▶ WHAT YOU NEED TO DO
Whenever a line in the material below contains "list", copy that line.

▶ DATA RECORDS
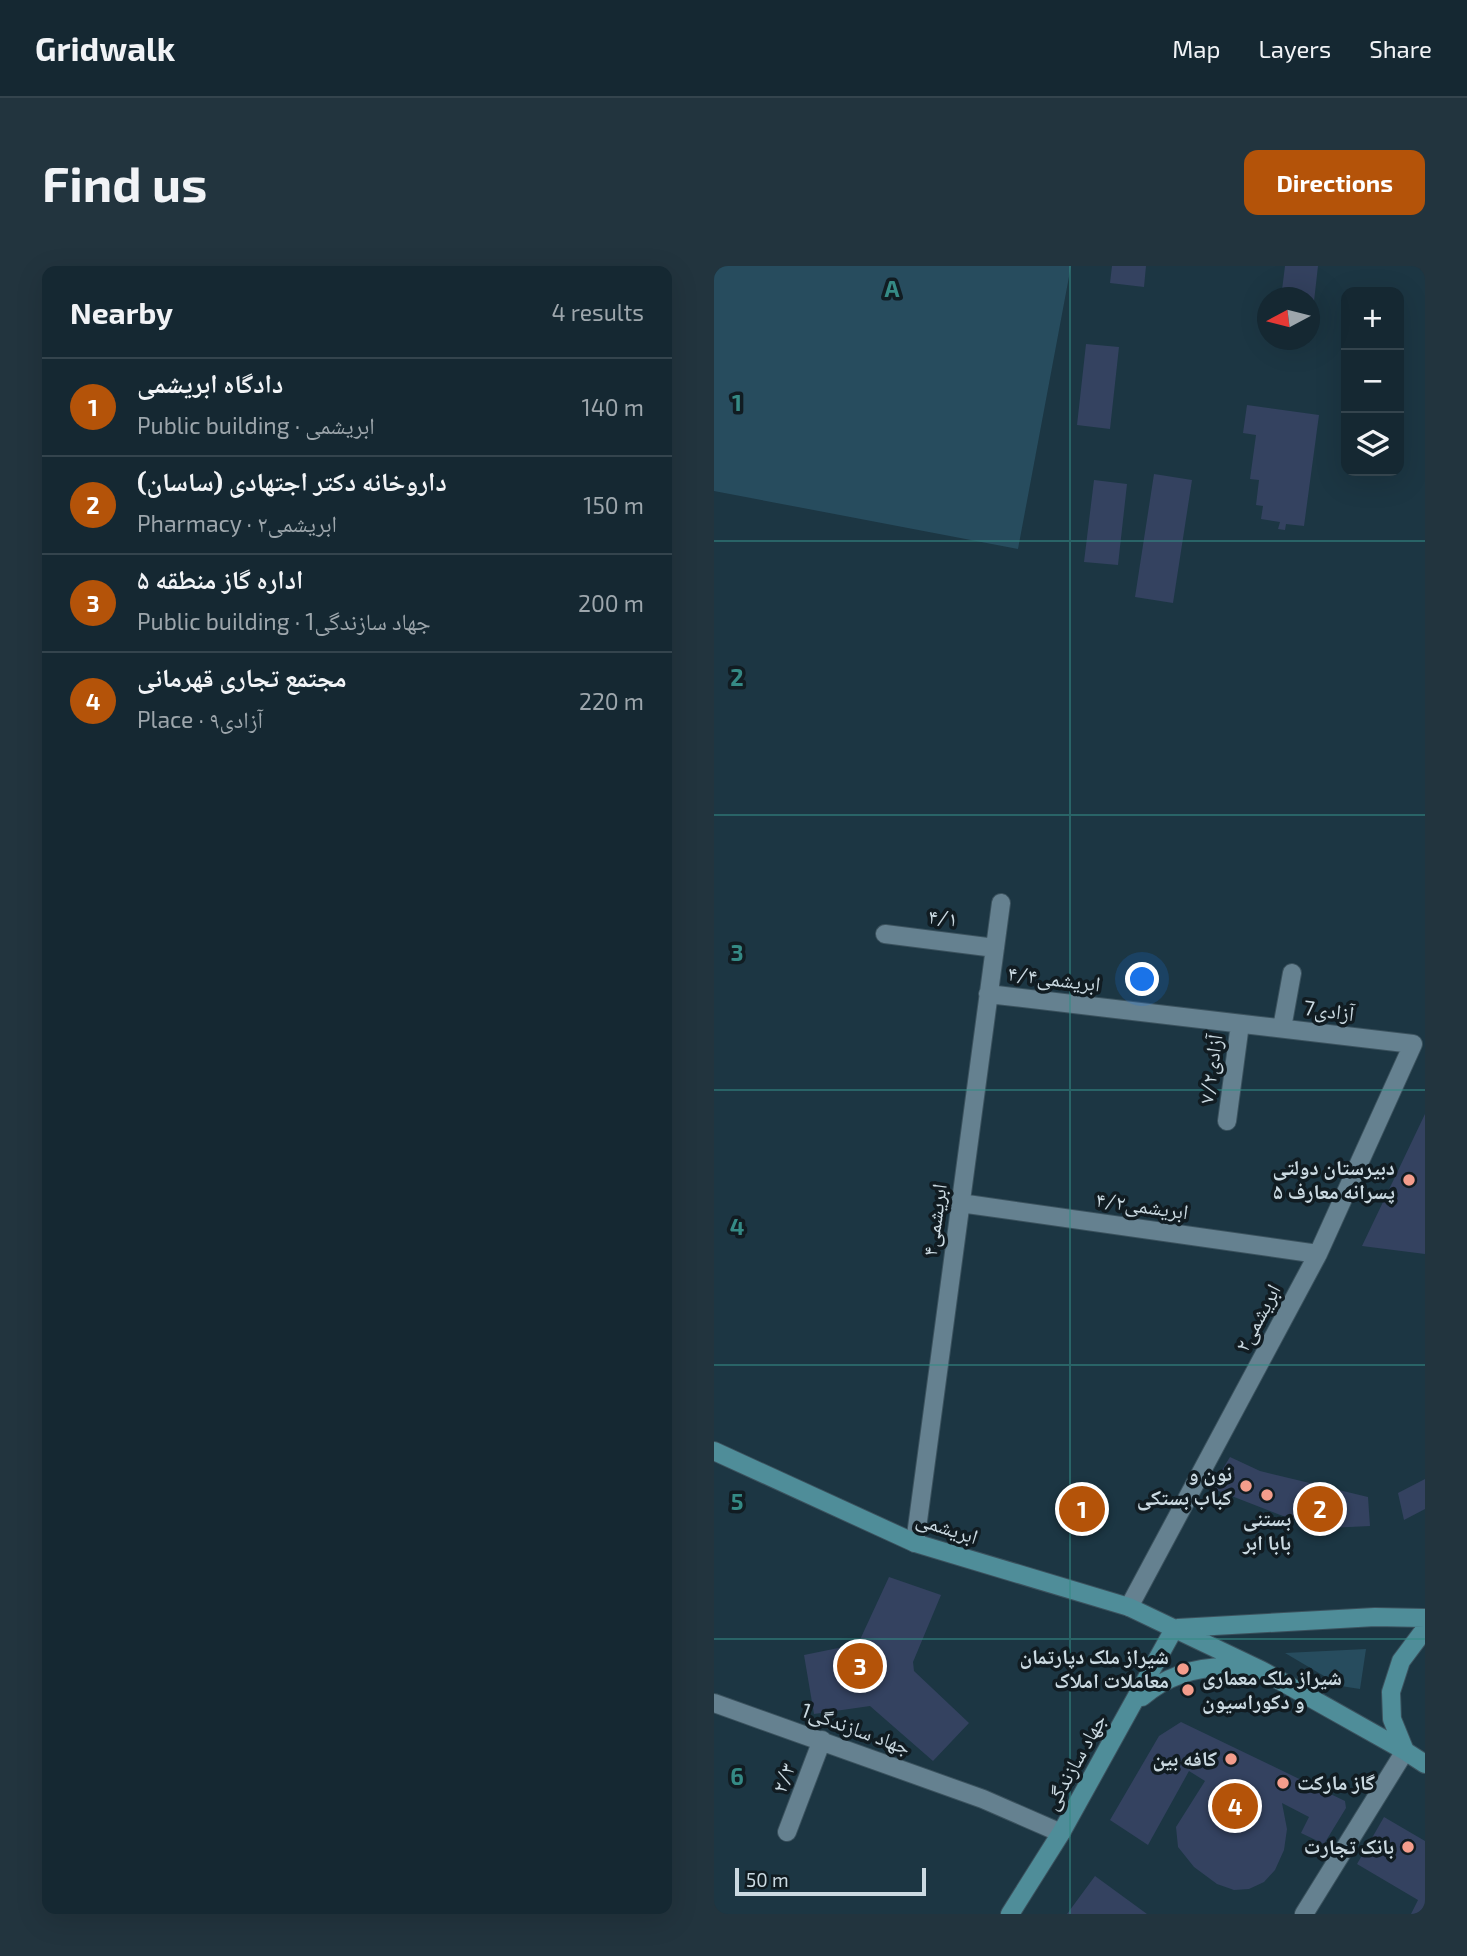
<!DOCTYPE html>
<meta charset="utf-8">
<style>
:root{--surface:#152832;--page:#22343e;--text:#f1f3f6;--muted:#9da6ac;--line:#34444d;--accent:#b45309}
body{margin:0;font-family:"Exo 2","Noto Naskh Arabic",sans-serif;background:var(--page);color:var(--text)}
.controls{position:absolute;right:21px;top:21px;display:grid;overflow:hidden;border-radius:14px;box-shadow:0 7px 28px #0002}
.controls button{width:63px;height:63px;display:grid;place-items:center;padding:0;border:0;border-bottom:2px solid var(--line);background:var(--surface);color:var(--text);font:35px sans-serif}
.compass{position:absolute;left:543px;top:21px;width:63px;height:63px;border-radius:50%;background:var(--surface);box-shadow:0 7px 28px #0002;rotate:263deg}
.scale{position:absolute;left:21px;bottom:18px;width:191px;box-sizing:border-box;padding-left:7px;border:4px solid #cbdae2;border-top:0;font-size:19px;line-height:24px;white-space:nowrap;color:#cbdae2;-webkit-text-stroke:5px #111c22;paint-order:stroke}
.you{position:absolute;left:429px;top:714px;width:24px;height:24px;margin:-18px;border:5px solid #fff;border-radius:50%;background:#1a73e8;box-shadow:0 0 0 10px #1a73e833}
.badge{display:grid;place-items:center;width:46px;height:46px;border-radius:50%;background:var(--accent);color:#fff;font-size:23px;font-weight:700}
.pin{position:absolute;translate:-50% -50%;border:4px solid #fff;box-shadow:0 2px 7px #0006}
.list{margin:0;padding:0;list-style:none}
h2{display:flex;justify-content:space-between;align-items:center;height:91px;margin:0;padding:0 28px;font-size:30px}
h2 small{font-size:23px;font-weight:400;color:var(--muted)}
.list li{display:grid;grid-template-columns:46px 1fr auto;gap:21px;align-items:center;box-sizing:border-box;height:98px;padding:0 28px;border-top:2px solid var(--line)}
.list b{display:block;font-size:26px;white-space:nowrap}
.list p{margin:0;font-size:23px;white-space:nowrap;color:var(--muted)}
.list em{font-size:23px;font-style:normal;color:var(--muted)}
.icon{flex:none;width:38px;height:38px;fill:none;stroke:currentColor;stroke-width:2;stroke-linecap:round;stroke-linejoin:round}
.map{position:relative;flex:none;width:711px;height:1648px;overflow:hidden;border-radius:14px}
header{display:flex;align-items:center;gap:42px;box-sizing:border-box;height:98px;padding:0 35px;background:var(--surface);border-bottom:2px solid var(--line)}
header strong{font-size:33px}
nav{display:flex;gap:38px;margin-inline-start:auto;font-size:24px}
.intro{display:flex;align-items:center;justify-content:space-between;box-sizing:border-box;height:168px;padding:0 42px}
h1{margin:0;font-size:49px}
.button{padding:18px 32px;border-radius:14px;background:var(--accent);color:#fff;font-size:24px;font-weight:700}
main{display:flex;gap:42px;padding:0 42px}
aside{flex:1;background:var(--surface);border-radius:14px;box-shadow:0 7px 28px #0002}
.map>svg:first-child{display:block}
</style>
<header>
<strong>Gridwalk</strong>
<nav><a>Map</a><a>Layers</a><a>Share</a></nav>
</header>
<div class="intro"><h1>Find us</h1><a class="button">Directions</a></div>
<main>
<aside>
<h2>Nearby<small>4 results</small></h2>
<ul class="list">
<li><span class="badge">1</span><div><b>دادگاه ابریشمی</b><p>Public building · ابریشمی</p></div><em>140 m</em></li>
<li><span class="badge">2</span><div><b>داروخانه دکتر اجتهادی (ساسان)</b><p>Pharmacy · ابریشمی۲</p></div><em>150 m</em></li>
<li><span class="badge">3</span><div><b>اداره گاز منطقه ۵</b><p>Public building · 1جهاد سازندگی</p></div><em>200 m</em></li>
<li><span class="badge">4</span><div><b>مجتمع تجاری قهرمانی</b><p>Place · آزادی۹</p></div><em>220 m</em></li>
</ul>
</aside>
<div class="map">
<svg width="711" height="1648" viewBox="0 0 711 1648">
<rect width="100%" height="100%" fill="#1c3643"/>
<path fill="#274c5e" d="M0,0H357L304,283L0,225Z
M652,1383L646,1423L627,1420L571,1387Z"/>
<path fill="#344260" d="M398,0H432L430,21L396,17Z
M571,0H604L598,53H596V32H567Z
M372,78L405,81L396,163L363,159Z
M533,139L605,149L590,260L572,258L571,264L564,263L566,256L547,253L549,240L542,239L545,214L536,213L542,169L529,167Z
M440,208L478,214L459,337L421,331Z
M380,214L413,218L404,299L370,296Z
M711,848V988L648,980Z
M516,1191L546,1205L654,1231L656,1260L614,1262L574,1252L497,1222Z
M711,1213V1243L690,1254L684,1227Z
M175,1311L227,1329L199,1396L200,1405L255,1457L219,1495L156,1440L100,1448L90,1389L144,1378Z
M467,1456L631,1535L632,1542L610,1578L587,1567L595,1551L568,1537L573,1563L570,1584L561,1604L550,1616L535,1623L520,1624L503,1618L480,1601L464,1581L462,1561L491,1515L475,1505L434,1579L396,1554L445,1470Z
M670,1551L711,1575V1648H697L704,1634L643,1598Z
M381,1610L433,1648H353Z"/>
<g fill="none" stroke-linecap="round" stroke-linejoin="round">
<defs>
<path id="minor" d="M171,668L281,682
M274,728L699,778
M568,762L578,707
M513,855L526,758
M246,937L604,988
M201,1277L287,637
M415,1341L604,988L699,778
M0,1437L269,1533L347,1567
M73,1566L108,1474
M590,1648L691,1485"/>
<path id="secondary" d="M0,1185L201,1277L415,1341L547,1404L691,1485
M464,1362L661,1351L711,1352
M711,1363L687,1395L677,1426L678,1453L691,1485L711,1498
M428,1431C458,1405 494,1398 532,1402
M296,1648L347,1567L460,1363"/>
</defs>
<use href="#minor" stroke="#3b525e" stroke-width="20"/>
<use href="#secondary" stroke="#3b525e" stroke-width="20"/>
<use href="#minor" stroke="#658190" stroke-width="18"/>
<use href="#secondary" stroke="#4f8d99" stroke-width="18"/>
</g>
<path fill="none" stroke="#358a85" stroke-width="2" stroke-opacity="0.55" d="M356,0V1648M0,275H711M0,549H711M0,824H711M0,1099H711M0,1373H711"/>
<g fill="#f49d8c" stroke="#111c22" stroke-width="2.5">
<circle cx="695" cy="914" r="7"/>
<circle cx="532" cy="1220" r="7"/>
<circle cx="553" cy="1229" r="7"/>
<circle cx="469" cy="1403" r="7"/>
<circle cx="474" cy="1424" r="7"/>
<circle cx="517" cy="1493" r="7"/>
<circle cx="569" cy="1517" r="7"/>
<circle cx="694" cy="1581" r="7"/>
</g>
<g text-anchor="middle" stroke-width="7" stroke-linejoin="round" paint-order="stroke">
<g font-size="21" fill="#cbdae2" stroke="#111c22">
<text transform="translate(229 652) rotate(7)" y="7">۴/۱</text>
<text transform="translate(340 713) rotate(7)" y="7">ابریشمی۴/۴</text>
<text transform="translate(615 745) rotate(7)" y="7">7آزادی</text>
<text transform="translate(497 803) rotate(-82)" y="7">۷/۲آزادی</text>
<text transform="translate(428 940) rotate(8)" y="7">ابریشمی۴/۲</text>
<text transform="translate(221 954) rotate(-82)" y="7">ابریشمی۴</text>
<text transform="translate(544 1052) rotate(-62)" y="7">ابریشمی۲</text>
<text transform="translate(233 1262) rotate(18)" y="7">ابریشمی</text>
<text transform="translate(142 1463) rotate(20)" y="7">1جهاد سازندگی</text>
<text transform="translate(361 1496) rotate(-61)" y="7">جهاد سازندگی</text>
<text transform="translate(70 1512) rotate(-69)" y="7">۲/۳</text>
</g>
<g font-size="21" font-weight="bold" fill="#cbdae2" stroke="#111c22" text-anchor="end">
<text x="681" y="909">دبیرستان دولتی<tspan x="681" dy="24">پسرانه معارف ۵</tspan></text>
<text x="518" y="1215">نون و<tspan x="518" dy="24">کباب بستکی</tspan></text>
<text x="553" y="1260" text-anchor="middle">بستنی<tspan x="553" dy="24">بابا ابر</tspan></text>
<text x="455" y="1398">شیراز ملک دپارتمان<tspan x="455" dy="24">معاملات املاک</tspan></text>
<text x="488" y="1419" text-anchor="start">شیراز ملک معماری<tspan x="488" dy="24">و دکوراسیون</tspan></text>
<text x="503" y="1500">کافه بین</text>
<text x="583" y="1524" text-anchor="start">گاز مارکت</text>
<text x="680" y="1588">بانک تجارت</text>
</g>
</g>
<g font-size="23" text-anchor="middle" font-weight="bold" fill="#358a85" stroke="#111c22" stroke-width="7" stroke-linejoin="round" paint-order="stroke">
<text x="178" y="31">A</text>
<text x="23" y="145">1</text>
<text x="23" y="420">2</text>
<text x="23" y="695">3</text>
<text x="23" y="969">4</text>
<text x="23" y="1244">5</text>
<text x="23" y="1519">6</text>
</g>
</svg>
<div class="controls">
<button>+</button>
<button>−</button>
<button><svg class="icon" aria-label="layers" viewBox="0 0 24 24"><path d="M12 4l9 5-9 5-9-5zM3 14l9 5 9-5"/></svg></button>
</div>
<svg class="compass" viewBox="-18 -18 36 36"><path d="M0-13l5 13h-10z" fill="#e53935"/><path d="M0 13l5-13h-10z" fill="#9da6ac"/></svg>
<div class="scale">50 m</div>
<div class="you"></div>
<div class="pin badge" style="left:368px;top:1243px">1</div>
<div class="pin badge" style="left:606px;top:1243px">2</div>
<div class="pin badge" style="left:146px;top:1400px">3</div>
<div class="pin badge" style="left:521px;top:1540px">4</div>
</div>
</main>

▶ RESULT FOR THIS TASK
.list{margin:0;padding:0;list-style:none}
.list li{display:grid;grid-template-columns:46px 1fr auto;gap:21px;align-items:center;box-sizing:border-box;height:98px;padding:0 28px;border-top:2px solid var(--line)}
.list b{display:block;font-size:26px;white-space:nowrap}
.list p{margin:0;font-size:23px;white-space:nowrap;color:var(--muted)}
.list em{font-size:23px;font-style:normal;color:var(--muted)}
<ul class="list">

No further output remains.